We’ve all heard the term “build back better.” The same phrase can apply to the Church as well. As we prepare for a time when the pandemic is reduced to flu-like status, we need to think about how to reacquaint people with regular worship, fellowship, community engagement and welcoming new members. Many of us feel out of step with what used to be familiar and is essential to who we are as Christians.
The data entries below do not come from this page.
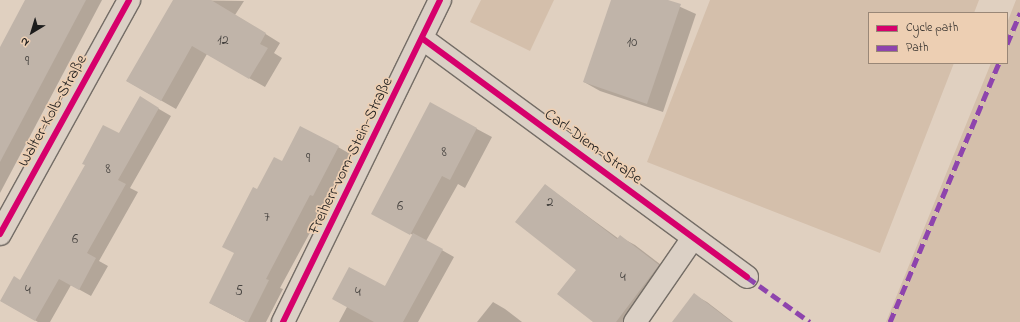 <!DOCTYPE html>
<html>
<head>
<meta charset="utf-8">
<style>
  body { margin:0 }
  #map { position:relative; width:1020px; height:322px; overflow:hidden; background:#e0d0c0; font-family:"Indie Flower",sans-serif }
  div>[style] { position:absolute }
  .green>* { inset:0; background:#d4bfab }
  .shadow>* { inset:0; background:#0003 }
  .building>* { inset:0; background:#c0b4a9 }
  .roads { filter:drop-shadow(1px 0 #746d66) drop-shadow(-1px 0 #746d66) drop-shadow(0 1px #746d66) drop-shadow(0 -1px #746d66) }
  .minor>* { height:22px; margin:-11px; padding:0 11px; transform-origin:11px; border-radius:11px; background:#dbd0c5 }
  .quiet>* { height:5px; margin-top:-2.5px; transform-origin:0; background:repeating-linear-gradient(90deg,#8e44ad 0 10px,transparent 0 15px) }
  .cycleway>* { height:6px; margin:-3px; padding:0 3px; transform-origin:3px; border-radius:3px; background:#d6006c }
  span { translate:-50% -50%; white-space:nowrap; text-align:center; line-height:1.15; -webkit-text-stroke:3.5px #edcfb3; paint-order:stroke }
  .number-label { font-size:14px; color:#45423f }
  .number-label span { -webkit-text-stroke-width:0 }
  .street-label { font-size:16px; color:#1c1c1c }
  .legend { position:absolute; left:868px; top:12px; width:140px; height:52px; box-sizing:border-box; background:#edcfb3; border:1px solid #998777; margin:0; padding:5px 7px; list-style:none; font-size:12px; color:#1c1c1c }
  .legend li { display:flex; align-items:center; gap:8px; height:20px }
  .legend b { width:20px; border:1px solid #998777 }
  .north { position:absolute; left:12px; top:12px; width:40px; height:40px; -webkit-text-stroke:3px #edcfb3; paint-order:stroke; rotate:218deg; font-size:11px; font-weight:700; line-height:16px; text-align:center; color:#1c1c1c }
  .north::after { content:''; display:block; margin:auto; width:14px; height:18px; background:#1c1c1c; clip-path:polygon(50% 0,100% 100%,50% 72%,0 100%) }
</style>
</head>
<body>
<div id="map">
  <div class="green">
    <div style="clip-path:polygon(481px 0,554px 0,530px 51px,470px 22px)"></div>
    <div style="clip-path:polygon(710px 0,979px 0,974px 13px,869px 13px,869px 63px,954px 63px,880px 253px,647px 162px)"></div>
    <div style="clip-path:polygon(1016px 0,1020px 0,1020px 322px,886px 322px,991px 63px,1007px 63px,1007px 23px)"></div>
  </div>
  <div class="shadow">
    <div style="clip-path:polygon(26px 0,102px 0,0 193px,0 49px)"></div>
    <div style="clip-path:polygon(174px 0,244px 1px,235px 15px,280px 43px,274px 53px,282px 58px,265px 87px,207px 54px,176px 109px,127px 81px)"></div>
    <div style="clip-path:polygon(612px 0,665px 0,696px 14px,663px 112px,600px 91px,584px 82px)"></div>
    <div style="clip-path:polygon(140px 98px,171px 116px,130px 188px,138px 192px,99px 261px,108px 266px,91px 296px,71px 285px,50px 322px,38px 322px,1px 301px,20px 281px,119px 134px)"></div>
    <div style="clip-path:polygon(430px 104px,492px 137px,465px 188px,458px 184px,426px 241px,454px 257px,418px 322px,339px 322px,347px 307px,385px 287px,415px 236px,386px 221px)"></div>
    <div style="clip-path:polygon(338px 147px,352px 155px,280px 288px,283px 289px,266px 322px,246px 322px,210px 303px,235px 254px,257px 191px,283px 162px)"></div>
    <div style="clip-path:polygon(545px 185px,619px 239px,620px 237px,635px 245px,673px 274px,637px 322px,595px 322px)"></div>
    <div style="clip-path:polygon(694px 295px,707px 302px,733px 322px,673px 322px)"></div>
    <div style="clip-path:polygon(493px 302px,505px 309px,522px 322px,477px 322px)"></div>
  </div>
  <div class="building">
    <div style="clip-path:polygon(25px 0,86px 0,0 162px,0 47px)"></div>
    <div style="clip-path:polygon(173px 0,211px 0,266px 33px,260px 44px,268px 48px,249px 79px,192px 46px,161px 101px,126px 81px)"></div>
    <div style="clip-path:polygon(611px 0,668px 0,681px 4px,647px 104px,583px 82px)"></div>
    <div style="clip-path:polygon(140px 96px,159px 108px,118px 180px,126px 184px,87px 253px,96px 258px,79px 290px,59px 279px,35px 321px,0 301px,14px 276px,20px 280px,85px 165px,82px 164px,103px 125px,119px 133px)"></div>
    <div style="clip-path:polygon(430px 102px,477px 128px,450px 180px,442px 176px,410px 235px,371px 214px)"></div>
    <div style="clip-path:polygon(300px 126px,339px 146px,313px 196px,310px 195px,266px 279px,269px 280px,248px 322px,246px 322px,209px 303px,234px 253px,222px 247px,253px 187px,257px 189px,274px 157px,282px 161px)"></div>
    <div style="clip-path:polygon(545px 184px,617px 239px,620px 235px,659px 265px,616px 322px,593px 322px,557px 294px,576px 270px,515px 222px)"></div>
    <div style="clip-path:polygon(413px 233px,443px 249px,403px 322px,374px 322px,332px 299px,349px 267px,385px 286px)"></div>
    <div style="clip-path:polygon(694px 293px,732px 322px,672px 322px)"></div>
  </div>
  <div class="roads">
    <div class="minor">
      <div style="left:423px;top:39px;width:402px;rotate:36.3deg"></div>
      <div style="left:0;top:234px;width:267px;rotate:-61.1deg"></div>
      <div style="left:283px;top:322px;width:358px;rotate:-64deg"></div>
      <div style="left:635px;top:322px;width:102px;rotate:-55.4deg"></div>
    </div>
  </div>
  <div class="quiet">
    <div style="left:1007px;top:44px;width:34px;rotate:-67deg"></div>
    <div style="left:747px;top:277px;width:77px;rotate:35.5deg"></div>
    <div style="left:890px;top:322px;width:281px;rotate:-67.2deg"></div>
  </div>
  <div class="cycleway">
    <div style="left:423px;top:39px;width:402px;rotate:36.3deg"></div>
    <div style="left:0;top:234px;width:267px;rotate:-61.1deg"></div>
    <div style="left:283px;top:322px;width:358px;rotate:-64deg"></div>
  </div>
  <div class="number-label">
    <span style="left:223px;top:41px">12</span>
    <span style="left:632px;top:43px">10</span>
    <span style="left:27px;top:62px">9</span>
    <span style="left:444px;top:153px">8</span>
    <span style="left:308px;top:159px">9</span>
    <span style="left:108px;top:170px">8</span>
    <span style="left:550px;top:203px">2</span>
    <span style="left:400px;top:207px">6</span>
    <span style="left:267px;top:218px">7</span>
    <span style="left:75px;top:240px">6</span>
    <span style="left:623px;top:278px">4</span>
    <span style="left:28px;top:291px">4</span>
    <span style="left:239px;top:292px">5</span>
    <span style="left:358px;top:293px">4</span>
  </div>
  <div class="street-label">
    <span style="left:53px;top:111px;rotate:-61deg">Walter-Kolb-Straße</span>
    <span style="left:593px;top:147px;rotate:36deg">Carl-Diem-Straße</span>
    <span style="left:351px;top:156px;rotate:-64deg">Freiherr-vom-Stein-Straße</span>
  </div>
  <ul class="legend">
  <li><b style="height:5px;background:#d6006c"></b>Cycle path</li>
  <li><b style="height:5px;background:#8e44ad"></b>Path</li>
  </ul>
  <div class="north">N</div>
</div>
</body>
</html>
As I noted in my article last month, the experience of stewardship practice during the pandemic has revealed success stories and exposed profound vulnerabilities. As we return to increased public activity in our parishes, let’s be mindful of ways we can build back that encourage new ministry, growth and engagement. Here are seven ways each one of us can help our parish during the transition.
Sign up for Pre-Authorized Remittance or electronic funds transfer. Parishes in which at least 50 per cent of their givers use a first fruits method of giving fared the best during the most difficult period of the pandemic. Every parish should strive to achieve this figure.
Consider increasing your offertory giving. Many parishes have been reluctant to request increased giving, as the pandemic had a negative impact on employment, especially in the service sector. Most industries have bounced back, and employment levels are nearing pre-pandemic levels. Some people saw their savings increase as travel and discretionary spending decreased. Now would be a welcome time to increase your financial support to your parish and other diocesan ministries.
Draw up a will or update your current one. Remember your church or favourite diocesan ministry when planning your estate gifts. A gift of encouragement (see Acts 4:36) is a wonderful testimony to the values you profess now.
Say thank you. If you are in leadership, thank your donors. If you are not in leadership, thank those who are. The last two years forced many to carry burdens they were not prepared for.
Invite someone to church. There is a timeless bit of fundraising wisdom that says, “people give to people who give.” That same wisdom can apply to church growth: people will go to church with people who go to church. In our secular age, being a seeker can be intimidating. If you know of someone who is seeking, invite them to an Anglican church.
Encourage your parish to tithe to outreach. The tithe remains the measure of generosity that is most widely admired and yearned for, and it is a challenge for most of us. It is precisely because it is such a challenge that parishes should lead by example and endeavour to donate 10 per cent of their revenue to outreach, including 5 per cent to FaithWorks.
Preach and lay witness about stewardship and its benefits. While it might seem obvious that we need to talk about generosity, there is a general reluctance to preach on this topic. As newcomers begin to rediscover our churches, giving to ministry should be an important component of Christian discipleship.
A return to normal will not happen overnight, and there will be those who are reluctant to jump into the newness that life after COVID-19 will bring. I find it difficult to believe that it could be mere months a way – but I crave it. I long for public Bible study, parish potluck socials, men’s breakfasts, lessons and carols at the cathedral and the sound of our voices in common praise. I long to return to my office in downtown Toronto in the company of wonderful colleagues and dedicated volunteers. Zoom has helped us cope, but it’s not ideal (at least not for a fundraiser).
Hopefully, these suggestions offer achievable goals for Christians seeking to deepen their relationship with the Church and Jesus. Individually (and collectively), these suggestions have the potential to be transformative to both the giver and receiver. They can enrich ministry in our parish and our community while at the same time making us feel good that we are making a difference. And they can help our parishes build back anew as we adjust to post-pandemic life.